Destination : 46 , DEUXIEME ANNIVERSAIRE Mémoires d'Ailleurs


Chap IX : Crime "Arlequin"

J'ai rien dit, je vous ai écouté, parce que de toute façon
je sais que mon avis, dans c'te rue, vous vous en tapez pas
mal. Mais là, désolé, il faut que je réagisse.

Franchement, ce délire sur cette bonne femme qui ce serait
embrochée toute seule sur le couteau de l'épicier, c'est
n'importe quoi. Ça ne tient pas en l'air. Ça me fait
doucement rigoler.

Il n'y a qu'un jury d'assises qui soit assez con pour gober
une histoire pareille.

J'étais en train d'arnaquer ce grand con de Brandon -- où
ils ont péché son nom, à celui-là, je te dis pas ! À l'école
on l'appelait Branlon ! -- en lui vendant un bout de teuchi
à trois fois le prix qu'il vaut.
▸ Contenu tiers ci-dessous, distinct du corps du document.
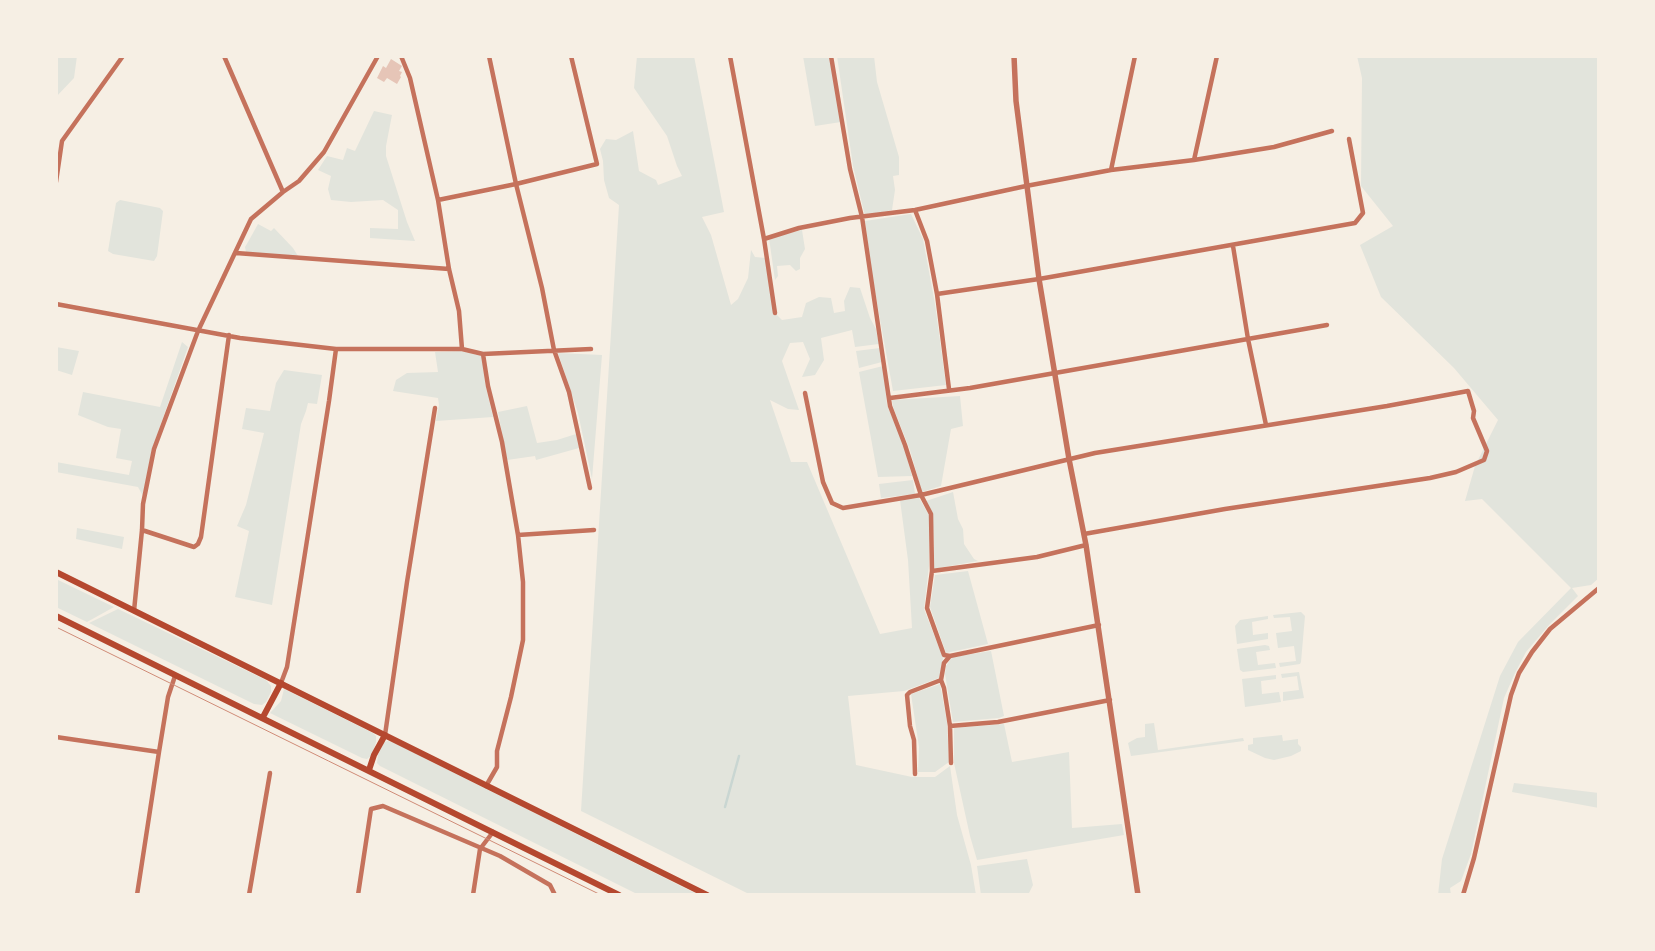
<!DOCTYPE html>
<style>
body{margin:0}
#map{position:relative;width:1655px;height:951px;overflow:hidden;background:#f6efe4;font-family:"Fira Sans",sans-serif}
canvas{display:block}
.frame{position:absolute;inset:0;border:58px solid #f6efe4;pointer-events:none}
</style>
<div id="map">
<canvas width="1655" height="951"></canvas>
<div class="frame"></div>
</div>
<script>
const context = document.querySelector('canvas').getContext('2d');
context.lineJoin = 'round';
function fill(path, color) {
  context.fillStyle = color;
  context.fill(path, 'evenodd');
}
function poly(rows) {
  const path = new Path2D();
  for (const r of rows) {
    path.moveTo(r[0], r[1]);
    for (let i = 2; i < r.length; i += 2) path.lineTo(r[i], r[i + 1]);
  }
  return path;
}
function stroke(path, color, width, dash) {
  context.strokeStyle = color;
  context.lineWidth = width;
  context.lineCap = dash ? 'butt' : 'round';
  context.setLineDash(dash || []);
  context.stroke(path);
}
fill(poly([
 [56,56,77,56,74,78,56,97],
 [637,56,694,56,724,212,702,217,711,235,731,305,738,299,748,278,751,250,755,257,766,258,775,313,782,320,802,317,806,303,819,297,831,298,834,313,845,311,844,301,850,287,860,288,870,318,876,329,879,344,855,347,852,330,821,338,824,360,815,375,809,376,802,377,810,359,803,342,790,343,782,361,799,410,788,409,770,400,791,462,807,462,880,634,912,628,908,560,900,500,919,498,929,515,929,566,924,609,943,658,939,678,904,691,848,696,856,765,912,777,935,777,950,766,957,815,971,865,976,895,751,895,581,811,619,205,609,198,604,180,603,161,600,149,606,139,616,140,633,131,639,171,656,180,658,185,682,176,677,166,667,136,634,88],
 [803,56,830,56,841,122,815,126],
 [837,56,874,56,877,82,899,157,899,175,893,176,895,190,892,210,865,216,853,166],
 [1357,56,1599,56,1599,578,1591,585,1572,588,1578,596,1549,625,1526,652,1515,673,1504,698,1471,854,1461,881,1450,888,1451,895,1438,895,1442,859,1500,676,1518,642,1571,588,1482,499,1465,501,1475,466,1498,420,1454,368,1381,297,1360,245,1393,226,1361,186,1362,78],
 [374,111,392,115,386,146,386,156,407,222,415,241,370,238,370,228,398,229,398,210,383,200,351,202,331,200,328,189,331,176,318,170,327,156,343,160,347,148,355,151],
 [120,200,160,208,163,211,157,256,154,261,113,254,108,251,116,203],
 [911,214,923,239,935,304,946,385,893,391,872,275,865,221],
 [258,224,271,231,274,228,293,248,298,256,246,252,245,247,248,242],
 [802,230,805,249,800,258,800,269,796,271,790,265,777,266,778,276,775,280,769,238],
 [182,342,188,347,152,449,143,496,138,487,56,472,56,462,129,475,132,461,116,458,121,429,108,427,78,415,83,392,160,407],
 [56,347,79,351,72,375,56,370],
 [880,348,882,362,859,368,856,351],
 [461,351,482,356,485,383,493,417,436,421,439,405,438,398,393,391,396,380,407,373,438,372,435,352],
 [558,353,602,355,592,479,578,413],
 [883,366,887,405,902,439,912,476,878,477,859,372],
 [284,370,322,375,317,404,308,403,306,411,301,424,272,605,235,597,249,531,237,526,246,505,264,433,242,429,246,408,270,411,276,383],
 [960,396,963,426,951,429,941,486,922,492,910,450,893,407,892,400],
 [527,406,537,443,557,440,576,434,579,448,536,460,535,456,507,460,498,412],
 [913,480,915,494,881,498,879,484],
 [953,492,958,519,963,529,964,544,974,559,978,561,933,569,934,544,932,513,926,501],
 [77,528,124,537,122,549,76,539],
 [968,571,988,644,946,653,930,607,935,575],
 [56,579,114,607,87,622,56,607],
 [118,609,266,680,271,686,271,692,266,702,262,705,254,704,89,623],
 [1301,612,1305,616,1301,662,1300,664,1280,667,1279,663,1296,661,1294,646,1278,648,1276,633,1292,631,1290,617,1274,618,1273,615],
 [1268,616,1268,619,1252,622,1253,635,1268,633,1268,639,1237,644,1235,626,1240,620],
 [1265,645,1269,646,1270,650,1256,652,1258,665,1275,663,1276,668,1243,672,1240,670,1237,649],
 [991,651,1004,716,999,718,953,722,945,674,946,666,952,657],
 [1299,672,1304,698,1283,701,1283,692,1299,690,1297,676,1282,678,1281,674],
 [1276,675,1276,679,1261,681,1262,694,1279,692,1281,702,1245,707,1242,679],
 [940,684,947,722,949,762,935,772,918,772,919,747,911,694],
 [284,689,373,733,376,736,376,742,372,755,367,759,362,758,270,713,281,701],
 [1154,723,1158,750,1243,738,1244,741,1131,756,1128,743,1137,738,1145,737,1145,724],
 [1004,724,1012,762,1069,752,1072,828,1122,824,1124,835,977,860,970,836,954,763,954,728],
 [1282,735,1283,741,1298,739,1298,744,1301,747,1301,751,1291,756,1274,760,1265,758,1248,750,1248,745,1253,744,1253,738],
 [388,741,392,742,699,895,639,895,380,766,377,763,378,755,384,742],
 [1514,783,1599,793,1599,808,1512,792],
 [1027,859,1033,885,1028,895,981,895,977,866]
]), '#e2e4dc');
stroke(poly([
 [725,807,739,756]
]), '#c9d6d2', 2.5);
fill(poly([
 [391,59,402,66,399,71,402,72,400,76,401,77,397,84,387,78,384,82,377,78,383,66,386,68]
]), '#e6c5b7');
stroke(poly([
 [224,56,283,192],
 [401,56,410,78,438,200,449,269,459,311,462,349],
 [489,56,516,184,542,288,554,350,569,392,590,488],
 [730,56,764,239,775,313],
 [831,56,850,169,862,217,890,406,905,445,921,495,931,514,932,571,927,608,944,655,950,656,944,663,941,680,944,688,950,726,951,763],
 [1194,160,1217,56],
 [1111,170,1135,56],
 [56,182,62,141,123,56],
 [438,200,516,184,597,164,571,56],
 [915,210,927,241,937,294,949,389],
 [764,239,799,228,850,218,915,210,1026,186,1111,170,1194,160,1274,147,1332,131],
 [1233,246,1248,339,1266,425],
 [236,253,449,269],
 [937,294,1039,279,1355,223,1363,213,1349,139],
 [56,304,240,338,336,349,462,349,483,354,591,349],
 [483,354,488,386,502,442,518,535,523,582,523,640,511,697,497,751,497,767,486,786],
 [805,393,823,482,832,503,843,508,921,495,1095,453,1387,406,1468,391,1474,411,1473,418,1487,451,1484,460,1456,472,1430,478,1225,509,1084,534],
 [890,398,970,388,1327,325],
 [142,530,194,547,198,544,201,537,229,335],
 [518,535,594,530],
 [932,571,1037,557,1086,545],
 [134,611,142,530,143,504,154,449,198,331,251,219,283,192,299,181,324,152,378,56],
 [950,656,1099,625],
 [281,683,287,667,329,401,336,349],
 [950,726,998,722,1110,700],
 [385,735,407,582,435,408],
 [56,737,159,752],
 [915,774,914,740,910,726,907,695,910,692,941,680],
 [137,895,159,752,168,697,175,676],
 [249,895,270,773],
 [358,895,371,809,383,806,500,856,550,885,555,895],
 [473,895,480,849,493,832],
 [1463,895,1474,858,1511,695,1519,673,1532,652,1550,629,1599,588]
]), '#c5725c', 4.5);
stroke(poly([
 [1014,56,1016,101,1039,279,1069,459,1086,545,1138,895]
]), '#c5725c', 5.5);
stroke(poly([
 [56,572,707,895],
 [56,616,619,895],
 [263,717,281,683],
 [369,770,374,755,385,735]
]), '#b5482f', 6);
stroke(poly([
 [56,627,601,895]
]), '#cf8b77', 1);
</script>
De toutes façons, il se sert
dans la caisse.

On était dans la cuisine, l'appart est derrière l'épicerie,
on était venu couper un bout de vingt dans la savonnette,
et on se fumait un gros beuze. Et on a rien vu, mais on a
tout entendu.

Le Raoul, quand il gueule, on l'entend à travers la porte,
pas de souci. Les deux gisquettes, c'était moins évident,
mais encore bien assez. En gros, je vais pas vous raconter de
salades, le Raoul il est bien gaulé, et puis il se balade en
débardeur toutes la journée dans son bouiboui, c'est connu
qu'il se tape la moitié des bonnes femmes du quartier ! Et
l'autre moitié pense à lui en se tapant des rassis. Mais
voilà, ces histoires de cul ça finit toujours par foutre la
merde : la mère Pluche était venue se faire mettre une petite
secousse, et elle était arrivée pile au moment où l'épicelard
entreprenait une autre cliente. Et comme cette cruche
s'imaginait des conneries, s'pas, genre « Arlequin », comme
quoi c'était l'amour romantique et pur entre elle et lui, elle
a commencé à piquer sa crise. Et c'est parti pour le crêpage
de chignon.

Le Raoul, il a donc gueulé un bon coup pour les calmer, et puis
les claques ont volé, on les a bien entendues. Ça a ramené le
silence un instant. Et puis on a entendu la Pluche qui faisait
un truc comme « Salope ! Allumeuse ! Sale pouffiaaa » ça a fini
en gargouillis, c'était rigolo, c'était l'autre qui l'avait
embrochée avec le couteau du beurre.

Mignonne, l'autre, d'ailleurs, une jeunette avec une minijupe
et des bas noirs, purée comment elle était belle juste après
avoir tué. Blanche et rouge, elle était, parce que son rouge
à lèvres ressortait, parce qu'à part ça bien sûr elle était
toute blanche. Nous, avec Brandon, on regardait à travers
l'espèce de rideau de lanières de plastique qui sépare le
magasin de l'arrière-boutique, on était resté dans le noir,
ils nous ont pas vu. Raoul, il est resté québlo un moment,
et puis il a dit « mais t'es dingue, toi », ça se voyait
qu'il était soufflé, tu parles, y a de quoi, et l'autre a
fait avec un air de gamine : « on pourrait pas dire qu'elle
est tombée ? »

Alors Raoul a ramassé l'autre par le colback et l'a mise sur
la table où il y avait le beurre et la charcuterie, et nous
on s'est cassé fumer un autre beuze, et Branlon était à la
limite de gerber. Je lui ai dit « ils y ont droit, personne
va gober ça », et je lui ai encore dit « ok, elle est super
bonne, mais ton dab' il est marteau de prendre un risque
pareil pour une meuf » --- mais je me suis planté, ça a marché
comme sur des roulettes, ils ont bonni leurs bobards avec
le culot d'un politicien en campagne, les flics les ont
moyennement cru mais pour finir, c'est passé.

J'te jure, moi pour un bout de zedou j'ai les pires emmerdes.

Enfin, on reparlera de cette histoire, c'est pas fini tout ça.